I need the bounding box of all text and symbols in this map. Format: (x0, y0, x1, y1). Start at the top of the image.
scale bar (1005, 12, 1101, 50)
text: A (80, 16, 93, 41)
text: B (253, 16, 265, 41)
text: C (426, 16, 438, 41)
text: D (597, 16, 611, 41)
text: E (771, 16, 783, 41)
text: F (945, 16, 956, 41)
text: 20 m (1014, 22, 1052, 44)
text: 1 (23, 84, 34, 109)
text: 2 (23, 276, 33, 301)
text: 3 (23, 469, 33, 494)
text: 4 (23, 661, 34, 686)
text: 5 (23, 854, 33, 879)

........

* **What to produce**
All of the lines above must be returned exactly.

* **Exercise result**
I need the bounding box of all text and symbols in this map. Format: (x0, y0, x1, y1). Start at the top of the image.
scale bar (1005, 12, 1101, 50)
text: A (80, 16, 93, 41)
text: B (253, 16, 265, 41)
text: C (426, 16, 438, 41)
text: D (597, 16, 611, 41)
text: E (771, 16, 783, 41)
text: F (945, 16, 956, 41)
text: 20 m (1014, 22, 1052, 44)
text: 1 (23, 84, 34, 109)
text: 2 (23, 276, 33, 301)
text: 3 (23, 469, 33, 494)
text: 4 (23, 661, 34, 686)
text: 5 (23, 854, 33, 879)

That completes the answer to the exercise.